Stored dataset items
--- START ---

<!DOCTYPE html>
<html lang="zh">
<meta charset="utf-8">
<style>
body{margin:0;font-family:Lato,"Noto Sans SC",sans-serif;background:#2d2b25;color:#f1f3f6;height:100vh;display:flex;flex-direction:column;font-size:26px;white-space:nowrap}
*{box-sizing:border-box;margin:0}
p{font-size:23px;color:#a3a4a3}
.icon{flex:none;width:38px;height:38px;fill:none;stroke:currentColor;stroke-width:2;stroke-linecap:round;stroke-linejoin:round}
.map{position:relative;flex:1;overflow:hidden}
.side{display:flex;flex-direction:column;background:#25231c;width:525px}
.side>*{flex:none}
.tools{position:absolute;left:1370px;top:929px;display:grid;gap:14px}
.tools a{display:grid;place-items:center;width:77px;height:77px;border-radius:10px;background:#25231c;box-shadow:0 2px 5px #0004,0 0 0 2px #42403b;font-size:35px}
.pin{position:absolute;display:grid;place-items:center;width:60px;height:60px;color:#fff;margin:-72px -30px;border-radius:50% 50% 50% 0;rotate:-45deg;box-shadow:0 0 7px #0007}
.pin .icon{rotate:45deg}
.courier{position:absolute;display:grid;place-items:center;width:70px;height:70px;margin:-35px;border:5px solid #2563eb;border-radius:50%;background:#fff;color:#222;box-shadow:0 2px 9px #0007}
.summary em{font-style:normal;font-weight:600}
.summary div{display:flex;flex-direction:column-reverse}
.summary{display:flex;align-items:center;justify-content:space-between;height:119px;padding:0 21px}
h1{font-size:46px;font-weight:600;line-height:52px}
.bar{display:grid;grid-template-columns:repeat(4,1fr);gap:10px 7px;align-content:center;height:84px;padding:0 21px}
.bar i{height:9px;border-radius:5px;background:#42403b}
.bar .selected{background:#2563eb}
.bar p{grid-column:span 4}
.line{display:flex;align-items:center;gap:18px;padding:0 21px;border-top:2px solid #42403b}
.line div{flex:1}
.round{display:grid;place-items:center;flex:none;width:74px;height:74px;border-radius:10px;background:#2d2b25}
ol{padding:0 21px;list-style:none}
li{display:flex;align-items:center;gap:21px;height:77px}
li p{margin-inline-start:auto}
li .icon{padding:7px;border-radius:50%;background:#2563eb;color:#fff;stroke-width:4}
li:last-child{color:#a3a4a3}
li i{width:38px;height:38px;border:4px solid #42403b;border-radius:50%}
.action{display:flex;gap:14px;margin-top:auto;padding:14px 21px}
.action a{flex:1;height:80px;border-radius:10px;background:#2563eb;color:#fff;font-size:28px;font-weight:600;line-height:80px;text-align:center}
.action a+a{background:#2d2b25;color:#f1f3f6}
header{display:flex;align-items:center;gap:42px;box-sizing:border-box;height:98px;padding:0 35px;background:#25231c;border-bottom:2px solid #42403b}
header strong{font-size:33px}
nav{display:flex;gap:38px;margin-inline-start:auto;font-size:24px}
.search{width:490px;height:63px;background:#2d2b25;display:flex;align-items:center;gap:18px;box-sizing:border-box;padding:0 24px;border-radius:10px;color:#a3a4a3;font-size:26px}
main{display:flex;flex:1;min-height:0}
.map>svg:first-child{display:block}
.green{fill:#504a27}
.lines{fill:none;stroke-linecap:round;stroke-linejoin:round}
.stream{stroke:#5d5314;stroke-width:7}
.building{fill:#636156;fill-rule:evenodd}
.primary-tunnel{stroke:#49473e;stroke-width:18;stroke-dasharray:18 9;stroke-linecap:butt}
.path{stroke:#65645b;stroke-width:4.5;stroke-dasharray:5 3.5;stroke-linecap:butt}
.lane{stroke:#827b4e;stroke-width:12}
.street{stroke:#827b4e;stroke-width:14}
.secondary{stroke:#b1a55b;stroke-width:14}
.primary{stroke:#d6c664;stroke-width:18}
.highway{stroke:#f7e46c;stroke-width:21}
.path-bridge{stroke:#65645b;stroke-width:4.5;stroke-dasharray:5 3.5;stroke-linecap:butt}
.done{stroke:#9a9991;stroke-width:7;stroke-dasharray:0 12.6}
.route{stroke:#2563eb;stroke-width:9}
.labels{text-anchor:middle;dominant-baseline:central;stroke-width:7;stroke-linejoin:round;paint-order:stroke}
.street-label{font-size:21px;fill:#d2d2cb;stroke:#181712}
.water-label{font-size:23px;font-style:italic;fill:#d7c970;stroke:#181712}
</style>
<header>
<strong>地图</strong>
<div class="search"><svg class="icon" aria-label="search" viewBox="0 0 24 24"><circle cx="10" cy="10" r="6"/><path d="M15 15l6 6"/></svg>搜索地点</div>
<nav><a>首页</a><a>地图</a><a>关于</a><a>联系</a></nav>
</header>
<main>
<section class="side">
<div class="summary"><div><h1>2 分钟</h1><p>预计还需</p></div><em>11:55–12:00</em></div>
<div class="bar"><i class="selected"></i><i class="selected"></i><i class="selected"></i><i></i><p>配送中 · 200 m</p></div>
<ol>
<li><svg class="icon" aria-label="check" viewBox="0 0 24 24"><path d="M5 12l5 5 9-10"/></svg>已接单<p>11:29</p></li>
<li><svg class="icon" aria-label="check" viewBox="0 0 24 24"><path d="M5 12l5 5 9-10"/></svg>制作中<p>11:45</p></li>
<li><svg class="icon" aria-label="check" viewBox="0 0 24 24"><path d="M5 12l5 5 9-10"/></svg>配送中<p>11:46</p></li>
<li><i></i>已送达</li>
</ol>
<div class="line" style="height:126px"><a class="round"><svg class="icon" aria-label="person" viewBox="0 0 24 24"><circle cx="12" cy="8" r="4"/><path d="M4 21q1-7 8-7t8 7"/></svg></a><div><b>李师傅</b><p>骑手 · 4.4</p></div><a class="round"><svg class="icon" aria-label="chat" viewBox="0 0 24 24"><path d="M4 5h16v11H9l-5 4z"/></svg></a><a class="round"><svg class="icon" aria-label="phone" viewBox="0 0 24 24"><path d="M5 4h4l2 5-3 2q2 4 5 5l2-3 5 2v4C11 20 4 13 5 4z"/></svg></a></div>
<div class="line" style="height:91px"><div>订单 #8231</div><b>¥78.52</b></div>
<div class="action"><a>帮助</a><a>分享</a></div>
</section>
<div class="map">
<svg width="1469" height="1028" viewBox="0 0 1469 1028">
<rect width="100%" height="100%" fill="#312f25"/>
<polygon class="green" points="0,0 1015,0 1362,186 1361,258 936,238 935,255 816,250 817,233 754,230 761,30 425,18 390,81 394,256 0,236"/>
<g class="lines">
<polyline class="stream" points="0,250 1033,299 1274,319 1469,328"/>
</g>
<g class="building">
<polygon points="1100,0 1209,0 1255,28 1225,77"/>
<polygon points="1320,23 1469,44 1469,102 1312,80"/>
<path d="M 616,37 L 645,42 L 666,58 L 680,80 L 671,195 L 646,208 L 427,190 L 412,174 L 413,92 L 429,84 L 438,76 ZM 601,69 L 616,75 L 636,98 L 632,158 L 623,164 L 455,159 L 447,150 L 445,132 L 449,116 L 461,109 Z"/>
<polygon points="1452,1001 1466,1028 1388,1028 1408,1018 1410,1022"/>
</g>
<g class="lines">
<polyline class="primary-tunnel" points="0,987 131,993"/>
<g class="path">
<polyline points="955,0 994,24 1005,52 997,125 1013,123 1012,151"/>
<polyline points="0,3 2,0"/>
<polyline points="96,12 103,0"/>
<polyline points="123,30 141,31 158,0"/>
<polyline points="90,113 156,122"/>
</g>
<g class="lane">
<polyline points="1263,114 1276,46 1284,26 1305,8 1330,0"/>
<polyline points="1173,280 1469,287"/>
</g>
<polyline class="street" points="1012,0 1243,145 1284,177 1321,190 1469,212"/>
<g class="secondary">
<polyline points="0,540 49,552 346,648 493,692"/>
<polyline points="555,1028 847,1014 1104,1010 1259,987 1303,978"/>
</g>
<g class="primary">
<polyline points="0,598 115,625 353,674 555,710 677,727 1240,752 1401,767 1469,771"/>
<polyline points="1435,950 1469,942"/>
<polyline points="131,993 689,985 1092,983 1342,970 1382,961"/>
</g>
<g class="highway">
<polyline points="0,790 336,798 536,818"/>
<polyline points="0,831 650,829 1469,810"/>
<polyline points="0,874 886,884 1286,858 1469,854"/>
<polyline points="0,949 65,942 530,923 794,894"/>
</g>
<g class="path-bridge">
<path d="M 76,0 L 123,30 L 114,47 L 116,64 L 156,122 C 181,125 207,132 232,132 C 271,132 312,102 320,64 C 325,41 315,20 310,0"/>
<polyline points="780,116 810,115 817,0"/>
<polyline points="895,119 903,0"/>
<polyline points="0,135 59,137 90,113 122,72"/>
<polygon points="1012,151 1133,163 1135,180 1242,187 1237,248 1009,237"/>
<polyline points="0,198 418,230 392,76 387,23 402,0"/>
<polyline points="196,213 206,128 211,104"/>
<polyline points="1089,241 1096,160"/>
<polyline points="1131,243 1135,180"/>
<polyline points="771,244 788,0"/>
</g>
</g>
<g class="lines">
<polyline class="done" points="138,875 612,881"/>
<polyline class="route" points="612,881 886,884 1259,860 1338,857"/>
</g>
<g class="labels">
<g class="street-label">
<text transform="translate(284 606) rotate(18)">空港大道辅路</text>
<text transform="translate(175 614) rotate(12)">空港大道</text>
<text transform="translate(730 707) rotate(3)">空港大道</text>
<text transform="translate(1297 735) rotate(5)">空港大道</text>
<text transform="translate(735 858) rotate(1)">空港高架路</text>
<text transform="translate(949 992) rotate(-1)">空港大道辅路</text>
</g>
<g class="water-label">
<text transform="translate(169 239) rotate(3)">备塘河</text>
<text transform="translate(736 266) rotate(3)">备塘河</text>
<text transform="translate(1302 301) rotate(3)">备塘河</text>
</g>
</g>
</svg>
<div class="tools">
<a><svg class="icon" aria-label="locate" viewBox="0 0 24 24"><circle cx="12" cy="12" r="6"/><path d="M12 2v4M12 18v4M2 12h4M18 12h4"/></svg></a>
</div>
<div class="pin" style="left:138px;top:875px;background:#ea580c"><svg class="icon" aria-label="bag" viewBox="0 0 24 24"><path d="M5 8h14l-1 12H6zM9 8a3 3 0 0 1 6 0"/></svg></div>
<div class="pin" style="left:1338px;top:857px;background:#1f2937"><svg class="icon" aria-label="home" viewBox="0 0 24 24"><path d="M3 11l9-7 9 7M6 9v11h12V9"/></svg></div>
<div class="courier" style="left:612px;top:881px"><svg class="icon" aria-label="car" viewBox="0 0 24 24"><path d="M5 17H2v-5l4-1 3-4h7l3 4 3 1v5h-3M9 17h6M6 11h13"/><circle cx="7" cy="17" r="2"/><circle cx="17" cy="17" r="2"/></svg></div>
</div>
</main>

--- END ---

Exercise requirements: Among the records, find the lines that contain "check" and copy each of them.

Answer to this problem:
<li><svg class="icon" aria-label="check" viewBox="0 0 24 24"><path d="M5 12l5 5 9-10"/></svg>已接单<p>11:29</p></li>
<li><svg class="icon" aria-label="check" viewBox="0 0 24 24"><path d="M5 12l5 5 9-10"/></svg>制作中<p>11:45</p></li>
<li><svg class="icon" aria-label="check" viewBox="0 0 24 24"><path d="M5 12l5 5 9-10"/></svg>配送中<p>11:46</p></li>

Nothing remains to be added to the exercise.